I play catch in the yard with my kid and we practice regularly at his school’s dusty field, joking it’s just like The Sandlot (our fav movie!) We also love watching Rookie of the Year because it’s about a single mom raising a little boy who isn’t such a great ballplayer until a freak accident. My favorite line in that movie is when Henry says, “Mom I knew he left when you were pregnant with me.” I tear up, because Jack knows the same thing. But we’re not a sad story. We’re the opposite.

I never thought I’d love sports as much as I do. I’m actually a pretty good pitcher. We watch the Yankees on TV together and have a blast at the games. I don’t think I would have cared to go to the Derek Jeter ceremony and game last Fall if it wasn’t for Jack, who is the ultimate Jeter fan. I did it for my kid, but I really had the best time. I never thought the magazine-editor, brunching gal in me would have grass stains from sliding into home, but I do and it’s so cool. The funny thing is, Jack’s father is an athlete. He’s the sports star, not me. But I figured it out on my own.

SW: Your family seems amazingly supportive.

CC: My family is not perfect. I was very vocal about when my father was in prison for seven-months in 2013 after pleading guilty to a white collar crime. I think a lot goes on behind those pretty picket fences, but I’m not scared or ashamed to share my struggles because I’ve learned that exposing the truth can always help someone else. But, yeah, I mean, I’m best friends with my brothers who do everything a dad should do for their son. My father loves Jack more than anything in the world. Jack calls my mom his best friend. We’re always their for each other. Corny: It takes a village for sure.

SW: Unapologetic single moms sometimes get pegged as anti-fatherhood. Is supporting and empowering single mothers related to devaluing fatherhood? Do moms rule and dads drool?

CC: No way! I’m a Daddy’s girl. I think it’s very important for Jack to be around men. I hope one day his father comes around and I hope one day I find a partner who will be there for Jack.

SW: How do you talk to Jack about fatherhood? About him possibly being a dad someday?

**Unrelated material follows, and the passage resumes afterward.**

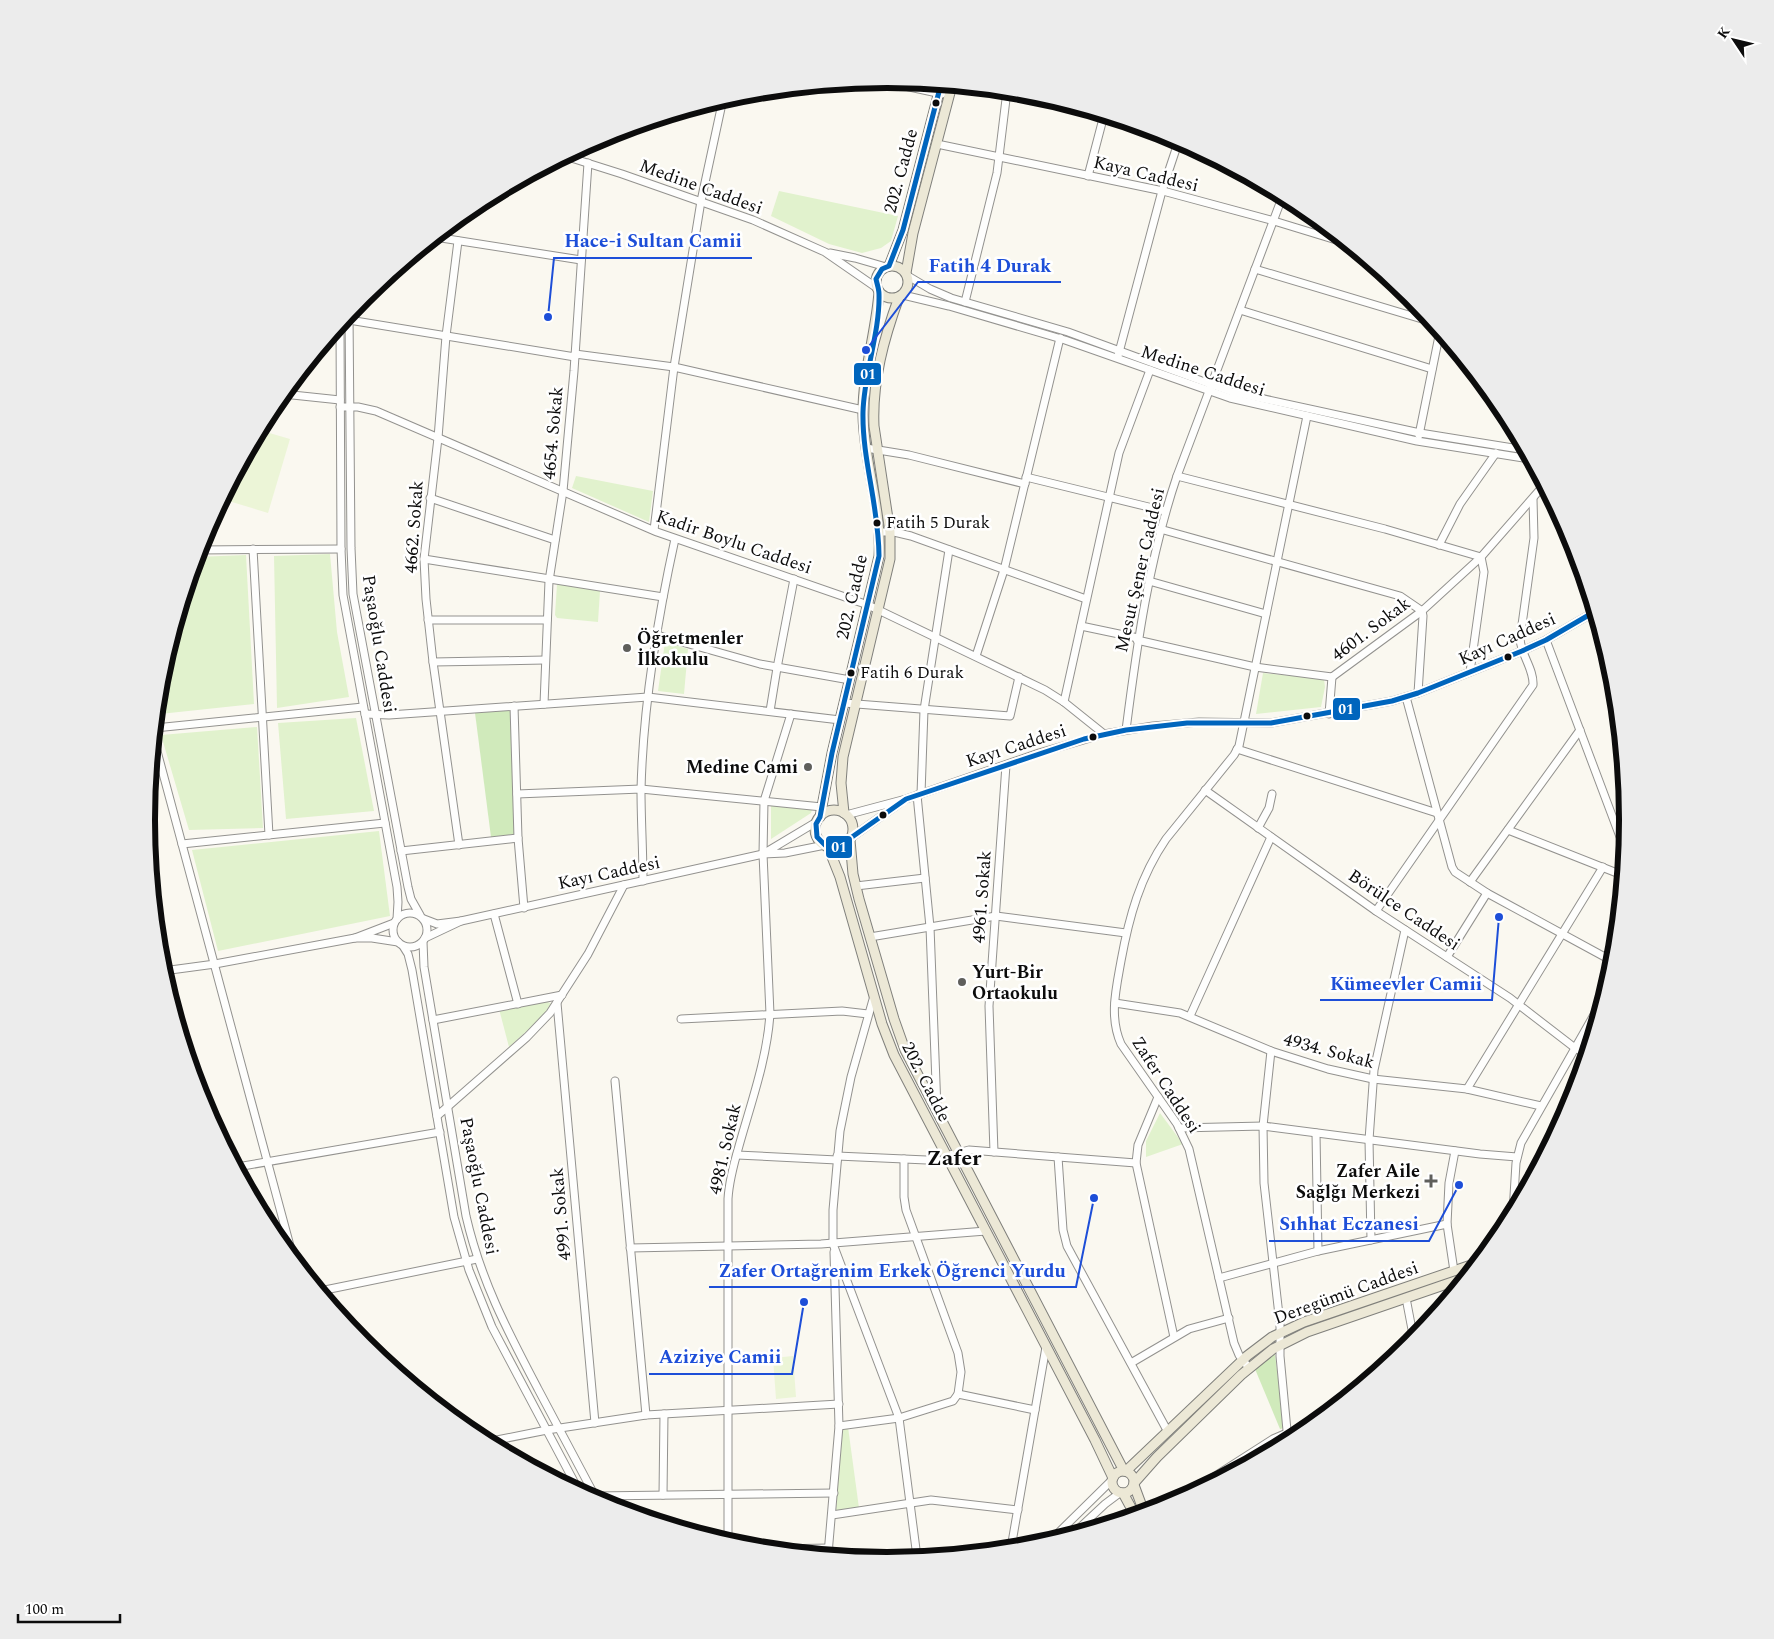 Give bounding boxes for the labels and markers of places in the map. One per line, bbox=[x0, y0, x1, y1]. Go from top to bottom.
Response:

CC: Jack wants to be a teacher, a doctor, the president of the United States and a dad. He told me I can live with him forever. When we talk about him being a dad – which isn’t often – I often refer to things my brothers do with him. Dads take their kids fishing and cook food for them and make sure they are safe and happy. When I was going through my cancer surgeries and treatments both of my brothers stood in for me and made sure Jack was taken care of. I hope Jack grows up to be responsible like them. However, moms do all that stuff too. Parenting comes down to being present and involved.

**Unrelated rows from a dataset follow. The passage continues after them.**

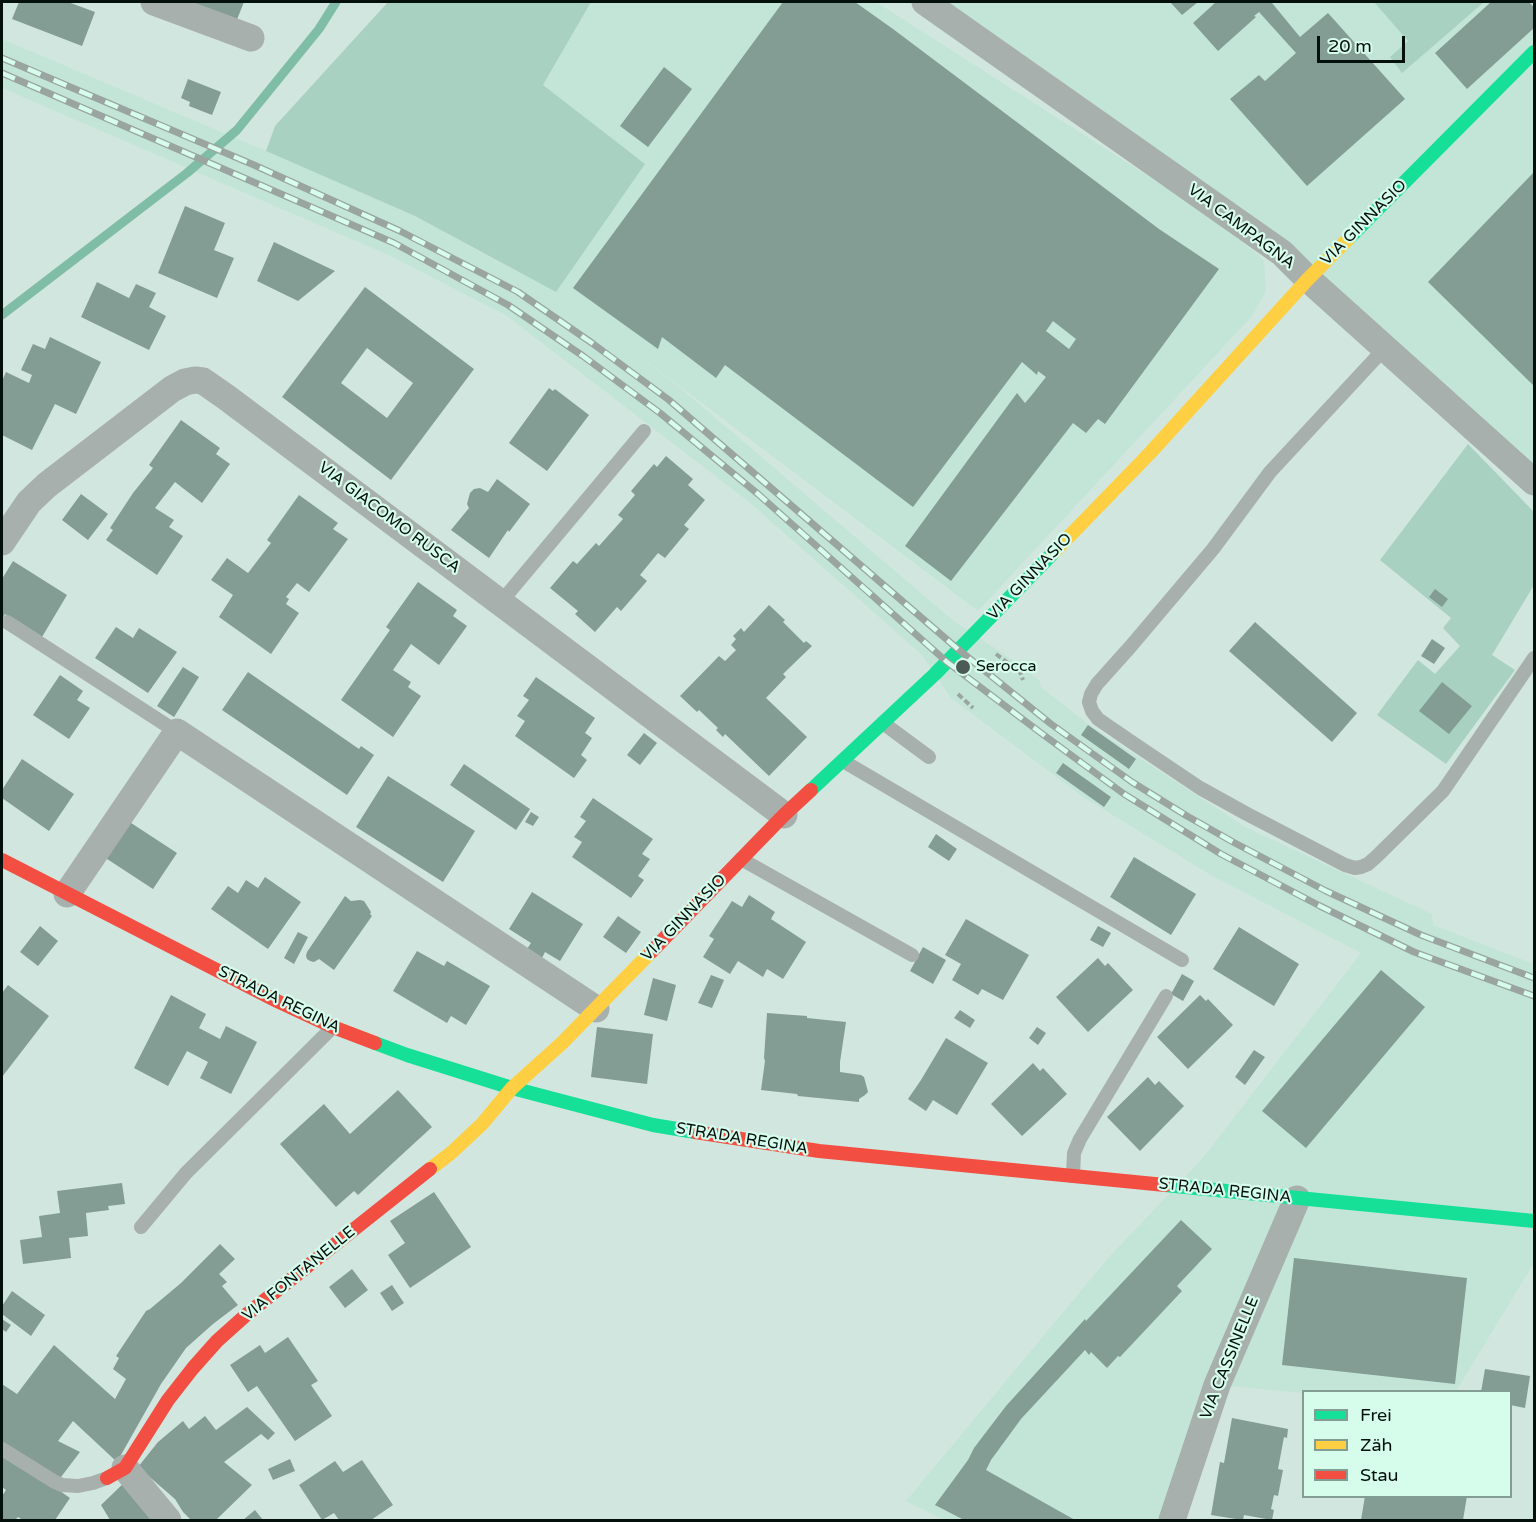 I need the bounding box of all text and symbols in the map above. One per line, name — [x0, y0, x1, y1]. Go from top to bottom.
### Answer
scale bar — [1320, 24, 1408, 62]
text: 20 m — [1328, 35, 1372, 57]
street label: VIA GINNASIO — [1317, 176, 1411, 270]
street label: VIA CAMPAGNA — [1184, 181, 1298, 273]
street label: VIA GIACOMO RUSCA — [314, 458, 464, 578]
street label: VIA GINNASIO — [984, 530, 1076, 624]
place label: Serocca — [976, 657, 1037, 677]
marker: Serocca — [954, 658, 972, 676]
street label: VIA GINNASIO — [638, 871, 730, 965]
street label: STRADA REGINA — [215, 962, 343, 1038]
street label: STRADA REGINA — [675, 1119, 809, 1159]
street label: STRADA REGINA — [1158, 1174, 1292, 1208]
street label: VIA FONTANELLE — [239, 1223, 359, 1325]
street label: VIA CASSINELLE — [1197, 1294, 1263, 1422]
legend — [1302, 1390, 1512, 1498]
text: Frei — [1360, 1404, 1392, 1426]
text: Zäh — [1360, 1434, 1393, 1456]
text: Stau — [1360, 1464, 1399, 1486]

SW: What’s your daily routine with Jack? What do you do on weekends?

Chrissy and Jack in suitCC: Jack’s in first grade. He wakes me up. We take our golden retriever, Lucia, out. Coffee, breakfast, cartoons. I get him on the bus and then either work from home or in NYC. Depending on my workday, Jack might attend the after-care program at school or have his babysitter pick him up. We cook, we order in and we admittedly like to eat out. Nighttime is all about baseball practice/game, dinner, homework, reading, sporadic dance parities and walking our dog for miles and miles calling out clouds that look like a chicken leg.

We live for weekends. I don’t really like to schedule play dates for him on the weekends because I want to eat him up. We love to park hop in the warmer weather. I pack sandwiches, snacks and lemonade. A lot of the parks near us have adjacent dog parks so Lucy is always with us. We love going to museums, farms, hiking and exploring. My family has a condo a block from the ocean in Bradley Beach, New Jersey, so we are lucky to spend summers at the Jersey Shore.

SW: How are you doing now, after your thyroid cancer treatment? What’s next?

CC: I’m feeling great, My cancer is in remission and my life-long meds are suppressing the TSH hormone that could encourage cancer cells to grow back. I’m a lucky lady. I’m healthy, happy and doing what I love for a living: writing. I’m working on a children’s book series inspired by Jack and his puppy Lucy. As for Jack, that kid just amazes me everyday. So he’ll continue to be a master of the universe.